Description of the task ->
An identical reprint of the entire listing below is expected.
--------
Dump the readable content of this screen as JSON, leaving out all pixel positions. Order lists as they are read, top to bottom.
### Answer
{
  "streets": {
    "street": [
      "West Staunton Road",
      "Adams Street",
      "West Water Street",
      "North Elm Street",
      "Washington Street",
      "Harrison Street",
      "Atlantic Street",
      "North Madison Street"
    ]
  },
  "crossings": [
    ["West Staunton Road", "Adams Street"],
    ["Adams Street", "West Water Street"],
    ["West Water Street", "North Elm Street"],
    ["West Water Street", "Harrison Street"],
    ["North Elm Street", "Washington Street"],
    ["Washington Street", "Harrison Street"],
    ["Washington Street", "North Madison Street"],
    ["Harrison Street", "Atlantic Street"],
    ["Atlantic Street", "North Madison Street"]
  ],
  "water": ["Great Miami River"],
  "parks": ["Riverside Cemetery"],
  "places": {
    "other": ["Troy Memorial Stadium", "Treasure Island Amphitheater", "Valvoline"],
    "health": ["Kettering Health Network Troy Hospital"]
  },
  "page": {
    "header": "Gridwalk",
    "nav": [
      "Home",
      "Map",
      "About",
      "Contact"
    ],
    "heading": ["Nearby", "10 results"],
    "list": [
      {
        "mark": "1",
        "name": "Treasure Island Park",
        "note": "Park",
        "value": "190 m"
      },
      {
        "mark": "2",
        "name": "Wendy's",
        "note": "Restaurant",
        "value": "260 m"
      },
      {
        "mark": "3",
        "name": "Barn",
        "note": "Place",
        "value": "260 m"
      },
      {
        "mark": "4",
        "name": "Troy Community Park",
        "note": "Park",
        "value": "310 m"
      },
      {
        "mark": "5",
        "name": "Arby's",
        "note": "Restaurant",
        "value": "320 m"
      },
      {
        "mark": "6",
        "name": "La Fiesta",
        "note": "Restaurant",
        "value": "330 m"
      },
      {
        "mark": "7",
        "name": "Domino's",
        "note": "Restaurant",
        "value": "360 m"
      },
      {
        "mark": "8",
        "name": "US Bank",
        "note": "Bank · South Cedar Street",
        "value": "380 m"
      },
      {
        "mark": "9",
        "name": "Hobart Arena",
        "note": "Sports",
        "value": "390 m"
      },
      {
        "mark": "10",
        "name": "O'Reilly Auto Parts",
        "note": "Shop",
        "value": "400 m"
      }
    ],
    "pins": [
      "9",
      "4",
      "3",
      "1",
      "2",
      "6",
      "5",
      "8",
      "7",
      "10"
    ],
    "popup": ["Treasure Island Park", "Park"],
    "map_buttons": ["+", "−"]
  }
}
--------
Solution to this task ->
Dump the readable content of this screen as JSON, leaving out all pixel positions. Order lists as they are read, top to bottom.
### Answer
{
  "streets": {
    "street": [
      "West Staunton Road",
      "Adams Street",
      "West Water Street",
      "North Elm Street",
      "Washington Street",
      "Harrison Street",
      "Atlantic Street",
      "North Madison Street"
    ]
  },
  "crossings": [
    ["West Staunton Road", "Adams Street"],
    ["Adams Street", "West Water Street"],
    ["West Water Street", "North Elm Street"],
    ["West Water Street", "Harrison Street"],
    ["North Elm Street", "Washington Street"],
    ["Washington Street", "Harrison Street"],
    ["Washington Street", "North Madison Street"],
    ["Harrison Street", "Atlantic Street"],
    ["Atlantic Street", "North Madison Street"]
  ],
  "water": ["Great Miami River"],
  "parks": ["Riverside Cemetery"],
  "places": {
    "other": ["Troy Memorial Stadium", "Treasure Island Amphitheater", "Valvoline"],
    "health": ["Kettering Health Network Troy Hospital"]
  },
  "page": {
    "header": "Gridwalk",
    "nav": [
      "Home",
      "Map",
      "About",
      "Contact"
    ],
    "heading": ["Nearby", "10 results"],
    "list": [
      {
        "mark": "1",
        "name": "Treasure Island Park",
        "note": "Park",
        "value": "190 m"
      },
      {
        "mark": "2",
        "name": "Wendy's",
        "note": "Restaurant",
        "value": "260 m"
      },
      {
        "mark": "3",
        "name": "Barn",
        "note": "Place",
        "value": "260 m"
      },
      {
        "mark": "4",
        "name": "Troy Community Park",
        "note": "Park",
        "value": "310 m"
      },
      {
        "mark": "5",
        "name": "Arby's",
        "note": "Restaurant",
        "value": "320 m"
      },
      {
        "mark": "6",
        "name": "La Fiesta",
        "note": "Restaurant",
        "value": "330 m"
      },
      {
        "mark": "7",
        "name": "Domino's",
        "note": "Restaurant",
        "value": "360 m"
      },
      {
        "mark": "8",
        "name": "US Bank",
        "note": "Bank · South Cedar Street",
        "value": "380 m"
      },
      {
        "mark": "9",
        "name": "Hobart Arena",
        "note": "Sports",
        "value": "390 m"
      },
      {
        "mark": "10",
        "name": "O'Reilly Auto Parts",
        "note": "Shop",
        "value": "400 m"
      }
    ],
    "pins": [
      "9",
      "4",
      "3",
      "1",
      "2",
      "6",
      "5",
      "8",
      "7",
      "10"
    ],
    "popup": ["Treasure Island Park", "Park"],
    "map_buttons": ["+", "−"]
  }
}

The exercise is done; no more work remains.